Why can a pulmonary embolism kill you?

The article was written by TS.BS Vu Hoang Huy - Emergency Doctor - Emergency Department - Vinmec Times City International General Hospital

Pulmonary embolism (PE) is when a blood clot (thrombus) breaks off and travels through your bloodstream to your lungs. If a blood clot blocks one or more blood vessels in your lungs, it's called a pulmonary embolism.

Pulmonary embolism usually arises from thrombosis originating in the deep venous system of the lower extremities; however, it also rarely originates in the pelvic veins, upper extremities, or the right heart chambers. After traveling to the lungs, large thrombus can lodge at the bifurcation of the main pulmonary artery or lobar branches and cause pulmonary and hemodynamic compromise.
Pulmonary thromboembolism is not a local disease. Rather, it is a complication of primary venous thrombosis.

PE occurs when a deep vein thrombosis dislodges and obstructs pulmonary circulation. Pulmonary embolism occurs and impairs gas exchange and circulation.
Acute respiratory consequences of PE include:
Increased alveolar dead space Hypoxemia Hyperventilation The main cause of hypoxemia is 3 mechanisms as follows:
Inappropriate ventilation - perfusion. Obstruction of the pulmonary arteries produces dead space ventilation because alveolar ventilation exceeds pulmonary capillary blood flow. This contributes to ventilation-perfusion mismatch, with vascular occlusion of the arteries increasing pulmonary vascular resistance. In addition, humoral mediators, such as serotonin and thromboxane, are released from activated platelets and may cause vasoconstriction in unaffected lung areas. Areas of normal lung that are not infarcted are over-perfused, resulting in inadequate ventilation to provide oxygen to fully saturate the increased blood volume. Shunt occurs in the damaged lung area with collapsed and infarct, the lung is not ventilation but still has perfusion. In addition, shunts from the right atrium to the left atrium due to increased pressure in the right atrium. Mixed venous hyposaturation is caused by hypoxic hypoxic cardiac output. Hemodynamic consequences:
Pulmonary embolism reduces the cross-sectional area of ​​the pulmonary vascular bed, leading to an increase in pulmonary vascular resistance, thereby increasing the right ventricular afterload.
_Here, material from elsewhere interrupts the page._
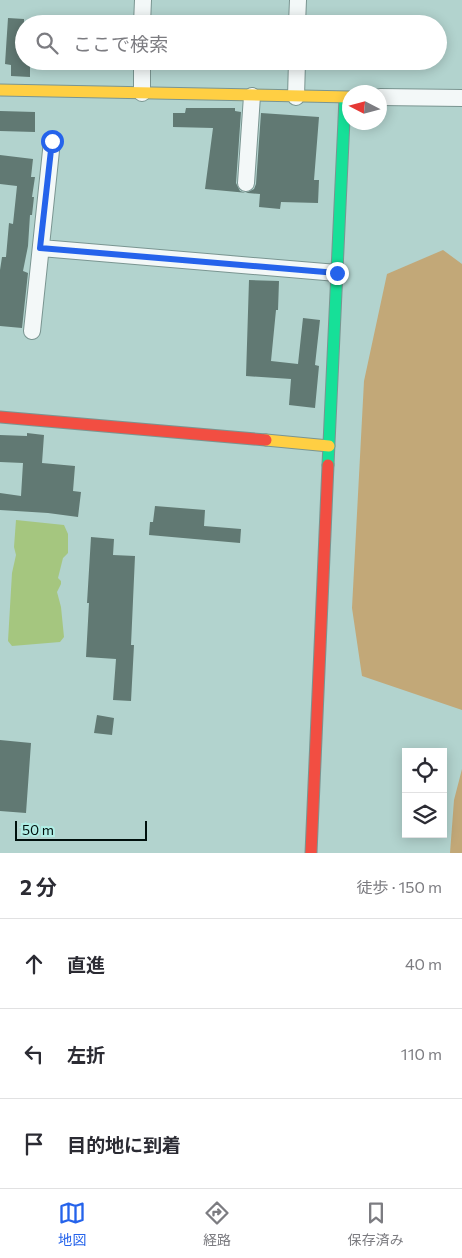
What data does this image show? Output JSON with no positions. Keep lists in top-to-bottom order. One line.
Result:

If right ventricular afterload increases severely, right ventricular failure may occur. In addition, humoral and reflex mechanisms contribute to pulmonary artery constriction. As the pulmonary artery systolic pressure increases, the right ventricular afterload will increase, leading to acute right ventricular failure. As right ventricular failure progresses, impaired left ventricular filling may develop. In addition, increased right ventricular pressure leads to RV dilatation. This can cause interventricular septal deviation, further reducing left ventricular diastolic filling. Rapid progression to myocardial ischemia may occur secondary to inadequate coronary artery filling, potentially with hypotension, syncope, electromyography dissociation, or sudden death.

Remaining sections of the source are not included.